**Work task**
Quote the records below word for word, please, from the very first line through the one that contains "position:relative; width:1667px; height:1536px;", and nothing beyond it.

(Saved entries)

⟨

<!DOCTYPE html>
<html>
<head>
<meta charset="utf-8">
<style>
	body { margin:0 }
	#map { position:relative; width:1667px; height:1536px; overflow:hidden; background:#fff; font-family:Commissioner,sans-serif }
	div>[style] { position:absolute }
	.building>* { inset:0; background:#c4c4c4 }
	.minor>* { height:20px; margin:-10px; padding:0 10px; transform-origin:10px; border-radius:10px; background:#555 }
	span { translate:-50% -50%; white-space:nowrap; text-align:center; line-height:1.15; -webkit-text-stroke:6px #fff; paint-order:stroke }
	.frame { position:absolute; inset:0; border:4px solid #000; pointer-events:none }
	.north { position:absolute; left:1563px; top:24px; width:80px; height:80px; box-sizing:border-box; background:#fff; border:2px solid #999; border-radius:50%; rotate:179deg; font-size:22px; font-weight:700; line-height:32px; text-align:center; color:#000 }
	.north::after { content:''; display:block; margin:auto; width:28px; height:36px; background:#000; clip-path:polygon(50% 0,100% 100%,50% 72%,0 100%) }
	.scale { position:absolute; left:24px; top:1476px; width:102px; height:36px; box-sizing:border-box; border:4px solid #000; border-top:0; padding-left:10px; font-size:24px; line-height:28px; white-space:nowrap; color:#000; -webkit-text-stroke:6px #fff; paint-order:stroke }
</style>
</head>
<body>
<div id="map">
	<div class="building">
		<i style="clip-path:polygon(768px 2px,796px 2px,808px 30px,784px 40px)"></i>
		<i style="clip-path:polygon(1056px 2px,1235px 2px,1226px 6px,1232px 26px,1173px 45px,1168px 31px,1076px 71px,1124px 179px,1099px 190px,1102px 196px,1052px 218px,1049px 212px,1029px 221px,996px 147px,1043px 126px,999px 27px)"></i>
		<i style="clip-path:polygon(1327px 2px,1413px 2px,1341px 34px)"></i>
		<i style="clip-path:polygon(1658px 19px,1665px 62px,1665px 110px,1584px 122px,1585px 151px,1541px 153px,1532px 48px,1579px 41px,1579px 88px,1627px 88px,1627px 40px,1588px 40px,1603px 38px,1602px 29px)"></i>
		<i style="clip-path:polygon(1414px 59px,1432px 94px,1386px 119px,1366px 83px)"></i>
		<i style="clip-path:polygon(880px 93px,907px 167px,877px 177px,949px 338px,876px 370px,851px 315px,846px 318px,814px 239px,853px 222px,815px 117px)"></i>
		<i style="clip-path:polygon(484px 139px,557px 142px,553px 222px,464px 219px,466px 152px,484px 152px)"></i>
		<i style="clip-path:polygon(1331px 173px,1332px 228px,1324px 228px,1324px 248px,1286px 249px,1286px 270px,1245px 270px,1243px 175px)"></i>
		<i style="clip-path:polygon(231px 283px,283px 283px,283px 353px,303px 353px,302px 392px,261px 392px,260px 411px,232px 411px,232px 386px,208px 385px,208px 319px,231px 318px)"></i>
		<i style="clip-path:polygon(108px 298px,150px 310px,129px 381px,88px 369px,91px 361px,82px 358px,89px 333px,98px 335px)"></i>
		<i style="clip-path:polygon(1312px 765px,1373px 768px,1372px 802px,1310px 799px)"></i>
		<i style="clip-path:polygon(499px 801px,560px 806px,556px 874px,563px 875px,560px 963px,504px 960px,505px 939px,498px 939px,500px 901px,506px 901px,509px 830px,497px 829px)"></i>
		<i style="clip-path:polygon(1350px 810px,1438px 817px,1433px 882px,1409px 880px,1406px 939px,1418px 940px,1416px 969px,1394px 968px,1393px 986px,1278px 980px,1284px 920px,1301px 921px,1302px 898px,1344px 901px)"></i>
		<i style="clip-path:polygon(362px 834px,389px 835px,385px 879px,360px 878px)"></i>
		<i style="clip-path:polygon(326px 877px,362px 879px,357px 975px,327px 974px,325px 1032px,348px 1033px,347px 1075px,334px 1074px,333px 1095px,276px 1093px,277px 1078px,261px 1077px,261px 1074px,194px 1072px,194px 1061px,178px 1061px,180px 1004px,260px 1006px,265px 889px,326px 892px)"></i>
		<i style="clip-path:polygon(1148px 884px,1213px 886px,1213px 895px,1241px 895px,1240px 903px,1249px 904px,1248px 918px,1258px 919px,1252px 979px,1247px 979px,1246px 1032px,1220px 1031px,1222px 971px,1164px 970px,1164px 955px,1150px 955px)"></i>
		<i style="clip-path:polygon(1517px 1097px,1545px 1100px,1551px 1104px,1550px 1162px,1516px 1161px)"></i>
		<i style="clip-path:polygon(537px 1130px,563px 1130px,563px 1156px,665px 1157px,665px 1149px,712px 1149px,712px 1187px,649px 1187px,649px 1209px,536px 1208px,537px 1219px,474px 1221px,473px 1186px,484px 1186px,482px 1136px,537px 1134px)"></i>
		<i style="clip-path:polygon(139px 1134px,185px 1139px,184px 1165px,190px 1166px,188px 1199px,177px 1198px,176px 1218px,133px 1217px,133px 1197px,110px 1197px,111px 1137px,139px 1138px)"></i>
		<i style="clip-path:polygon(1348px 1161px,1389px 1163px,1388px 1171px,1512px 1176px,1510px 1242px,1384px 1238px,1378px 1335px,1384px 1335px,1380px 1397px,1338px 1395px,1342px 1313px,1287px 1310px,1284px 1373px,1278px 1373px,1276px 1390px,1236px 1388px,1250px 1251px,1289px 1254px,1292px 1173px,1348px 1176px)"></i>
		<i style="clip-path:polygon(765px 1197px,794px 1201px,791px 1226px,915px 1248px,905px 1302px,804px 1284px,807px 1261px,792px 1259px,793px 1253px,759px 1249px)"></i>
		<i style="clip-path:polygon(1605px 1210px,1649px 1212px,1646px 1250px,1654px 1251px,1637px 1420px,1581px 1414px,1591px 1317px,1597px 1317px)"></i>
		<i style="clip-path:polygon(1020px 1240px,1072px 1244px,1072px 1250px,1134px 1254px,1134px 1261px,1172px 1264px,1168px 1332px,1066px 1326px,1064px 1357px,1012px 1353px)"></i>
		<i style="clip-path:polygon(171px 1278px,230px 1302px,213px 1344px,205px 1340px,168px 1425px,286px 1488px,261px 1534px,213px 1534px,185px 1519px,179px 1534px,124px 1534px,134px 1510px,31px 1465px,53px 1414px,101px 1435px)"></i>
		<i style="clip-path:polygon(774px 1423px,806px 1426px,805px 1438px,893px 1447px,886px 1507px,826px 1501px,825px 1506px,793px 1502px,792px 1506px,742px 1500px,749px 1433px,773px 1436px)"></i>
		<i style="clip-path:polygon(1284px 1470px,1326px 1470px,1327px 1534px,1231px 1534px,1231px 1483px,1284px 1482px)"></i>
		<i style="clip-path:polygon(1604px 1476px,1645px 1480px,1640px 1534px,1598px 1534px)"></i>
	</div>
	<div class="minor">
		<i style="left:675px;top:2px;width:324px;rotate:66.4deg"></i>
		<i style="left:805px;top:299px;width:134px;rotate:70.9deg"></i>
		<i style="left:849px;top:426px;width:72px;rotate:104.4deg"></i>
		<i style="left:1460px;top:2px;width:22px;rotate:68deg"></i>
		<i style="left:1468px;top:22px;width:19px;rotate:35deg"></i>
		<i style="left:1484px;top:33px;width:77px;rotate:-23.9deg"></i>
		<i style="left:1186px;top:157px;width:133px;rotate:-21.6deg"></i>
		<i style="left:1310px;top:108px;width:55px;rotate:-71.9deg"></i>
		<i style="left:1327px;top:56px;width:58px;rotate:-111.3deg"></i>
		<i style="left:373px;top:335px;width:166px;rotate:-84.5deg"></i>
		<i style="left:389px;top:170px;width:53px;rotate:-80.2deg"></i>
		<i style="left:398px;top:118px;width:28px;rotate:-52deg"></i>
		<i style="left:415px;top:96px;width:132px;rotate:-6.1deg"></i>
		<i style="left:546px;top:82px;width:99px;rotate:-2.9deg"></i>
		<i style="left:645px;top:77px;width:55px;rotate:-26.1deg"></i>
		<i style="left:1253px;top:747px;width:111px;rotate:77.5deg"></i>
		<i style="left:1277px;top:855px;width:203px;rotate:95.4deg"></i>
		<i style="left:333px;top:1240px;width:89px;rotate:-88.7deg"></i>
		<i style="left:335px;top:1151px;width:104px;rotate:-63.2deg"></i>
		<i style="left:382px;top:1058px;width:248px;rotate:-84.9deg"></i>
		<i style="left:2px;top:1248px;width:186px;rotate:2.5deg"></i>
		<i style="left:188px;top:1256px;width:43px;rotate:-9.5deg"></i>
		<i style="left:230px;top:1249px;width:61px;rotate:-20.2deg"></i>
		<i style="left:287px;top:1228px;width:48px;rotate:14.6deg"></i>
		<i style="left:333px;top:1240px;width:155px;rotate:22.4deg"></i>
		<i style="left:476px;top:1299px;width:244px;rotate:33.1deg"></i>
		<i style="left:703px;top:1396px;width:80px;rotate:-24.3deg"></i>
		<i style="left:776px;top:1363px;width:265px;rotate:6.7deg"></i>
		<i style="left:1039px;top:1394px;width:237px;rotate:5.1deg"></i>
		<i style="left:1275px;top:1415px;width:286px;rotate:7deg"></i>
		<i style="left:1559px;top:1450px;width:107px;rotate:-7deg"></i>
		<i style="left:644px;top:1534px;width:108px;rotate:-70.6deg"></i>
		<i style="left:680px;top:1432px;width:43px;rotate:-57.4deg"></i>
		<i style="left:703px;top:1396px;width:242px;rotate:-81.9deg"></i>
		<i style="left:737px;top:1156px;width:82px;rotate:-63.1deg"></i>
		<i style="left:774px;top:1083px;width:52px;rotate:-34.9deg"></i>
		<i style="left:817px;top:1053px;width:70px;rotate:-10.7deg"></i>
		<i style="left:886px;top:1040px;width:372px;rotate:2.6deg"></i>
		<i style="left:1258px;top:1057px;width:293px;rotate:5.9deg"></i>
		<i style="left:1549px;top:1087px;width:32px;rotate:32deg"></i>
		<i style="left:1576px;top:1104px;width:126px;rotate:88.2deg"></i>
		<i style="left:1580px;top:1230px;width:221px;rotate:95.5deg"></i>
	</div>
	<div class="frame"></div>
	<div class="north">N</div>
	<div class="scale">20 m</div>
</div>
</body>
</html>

⟩

**Exercise output**
<!DOCTYPE html>
<html>
<head>
<meta charset="utf-8">
<style>
	body { margin:0 }
	#map { position:relative; width:1667px; height:1536px; overflow:hidden; background:#fff; font-family:Commissioner,sans-serif }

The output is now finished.